▶ _WORK INSTRUCTIONS_: If a line in the entries below includes "boxes", pick it out and copy it.

▶ _RECORDED DATA_:
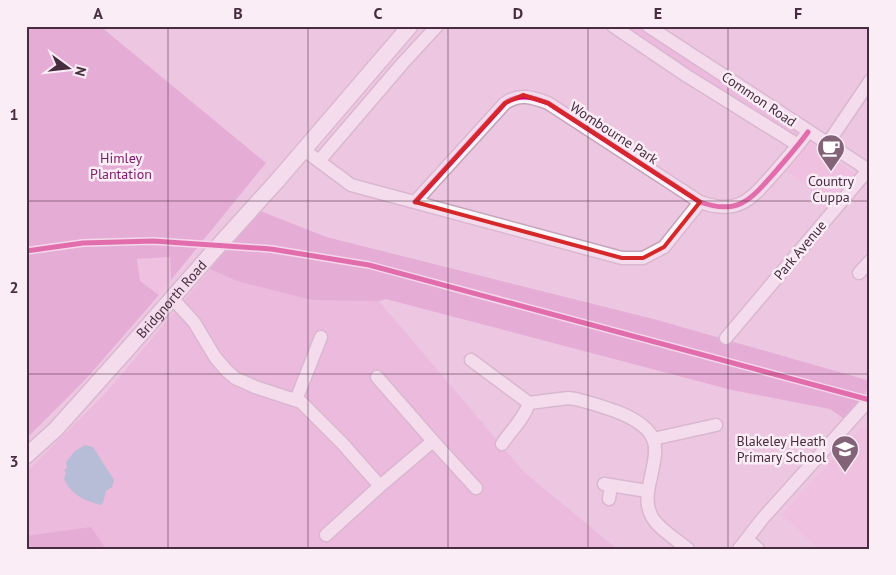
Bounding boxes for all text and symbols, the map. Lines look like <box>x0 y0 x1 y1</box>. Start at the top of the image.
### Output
text: A <box>93 3 103 23</box>
text: B <box>233 3 243 23</box>
text: C <box>374 3 383 23</box>
text: D <box>513 3 523 23</box>
text: E <box>654 3 662 23</box>
text: F <box>794 3 802 23</box>
north arrow <box>42 42 92 92</box>
text: N <box>71 65 90 78</box>
street label: Common Road <box>718 67 800 131</box>
street label: Wombourne Park <box>567 98 662 168</box>
text: 1 <box>9 104 19 124</box>
cafe icon: Country Cuppa <box>816 133 846 172</box>
park label: Himley Plantation <box>90 149 152 183</box>
place label: Country Cuppa <box>808 172 855 206</box>
street label: Park Avenue <box>770 217 830 283</box>
street label: Bridgnorth Road <box>132 256 210 342</box>
text: 2 <box>9 277 19 297</box>
place label: Blakeley Heath Primary School <box>737 432 826 466</box>
school or university icon: Blakeley Heath Primary School <box>830 434 860 473</box>
text: 3 <box>9 451 19 471</box>

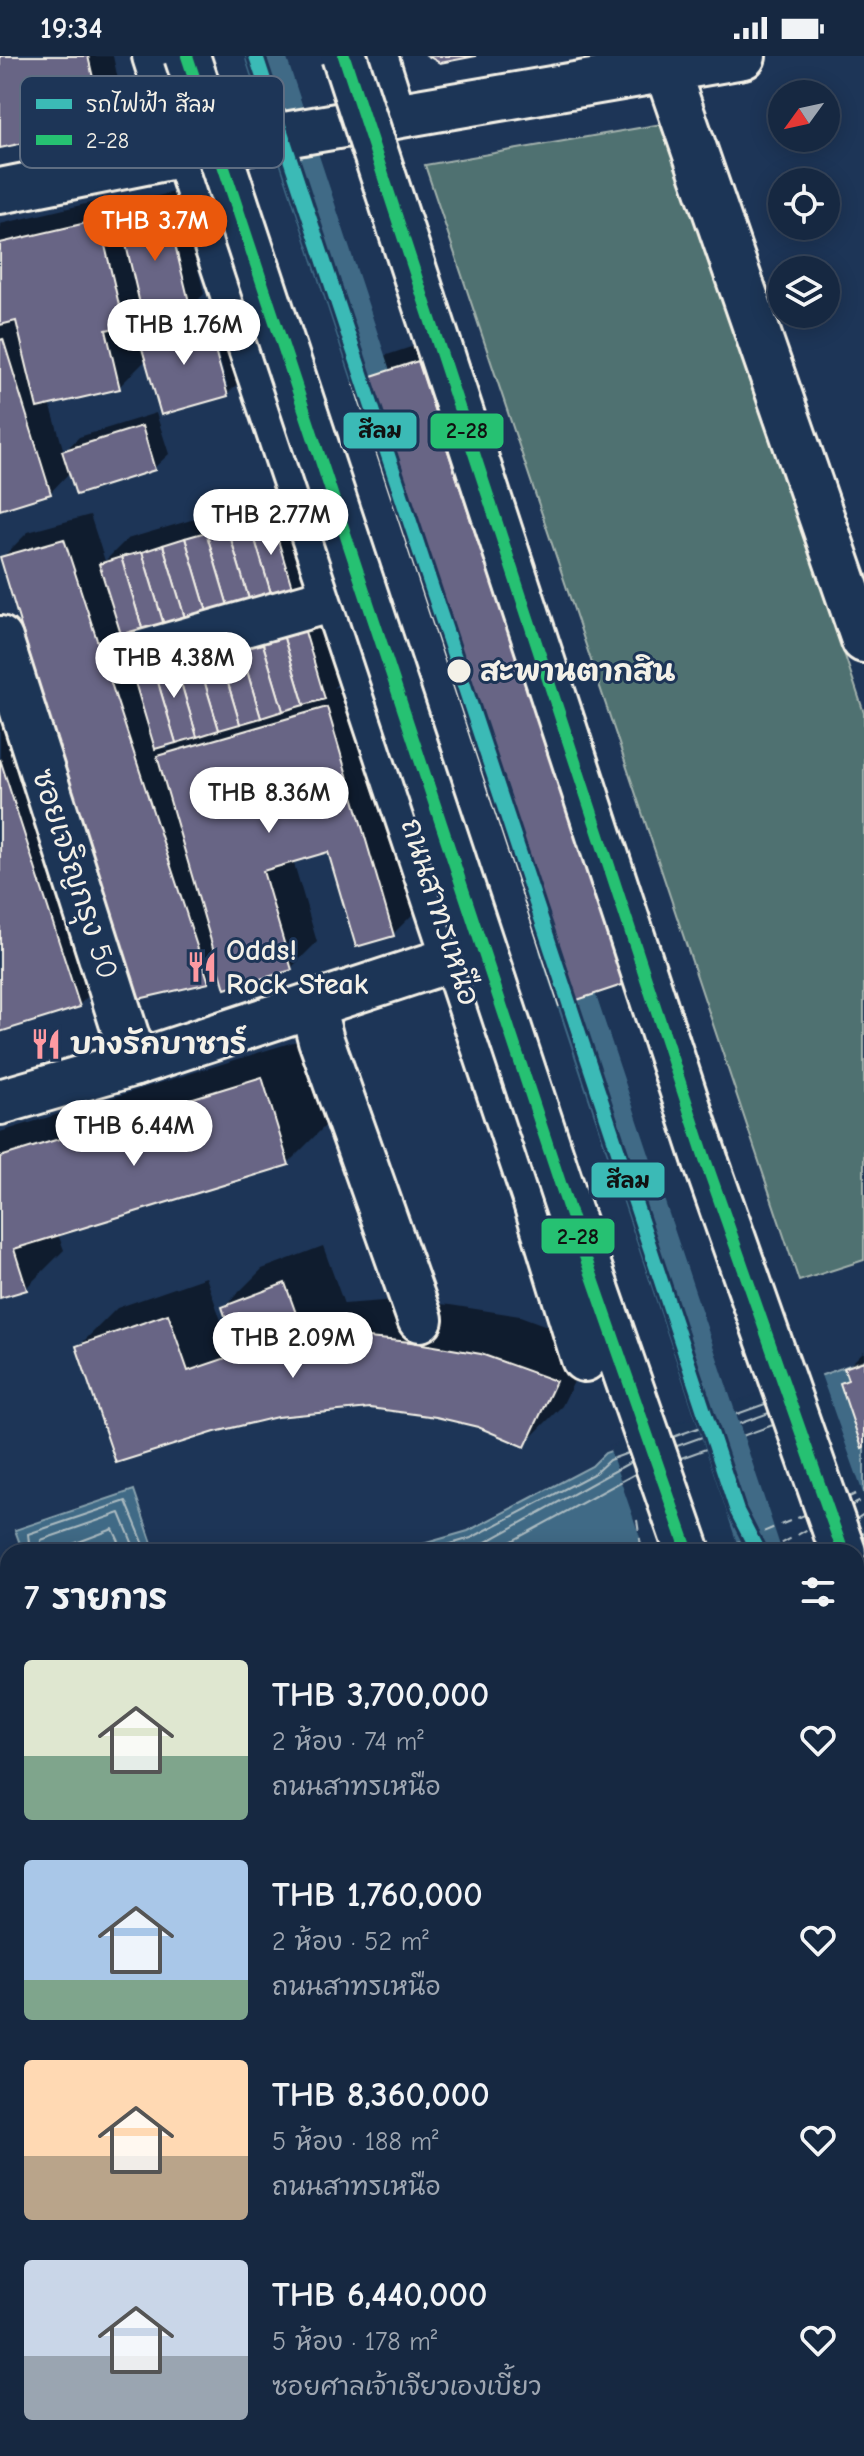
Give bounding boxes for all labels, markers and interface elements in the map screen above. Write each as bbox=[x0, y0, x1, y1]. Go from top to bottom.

▶ _OUTPUT OF THE TASK_:
Bounding boxes for all text and symbols, the map. Lines look like <box>x0 y0 x1 y1</box>. Start at the top of the image.
Give bounding boxes for all labels, markers and interface elements in the map screen above. Write each as bbox=[x0, y0, x1, y1]. Go from top to bottom.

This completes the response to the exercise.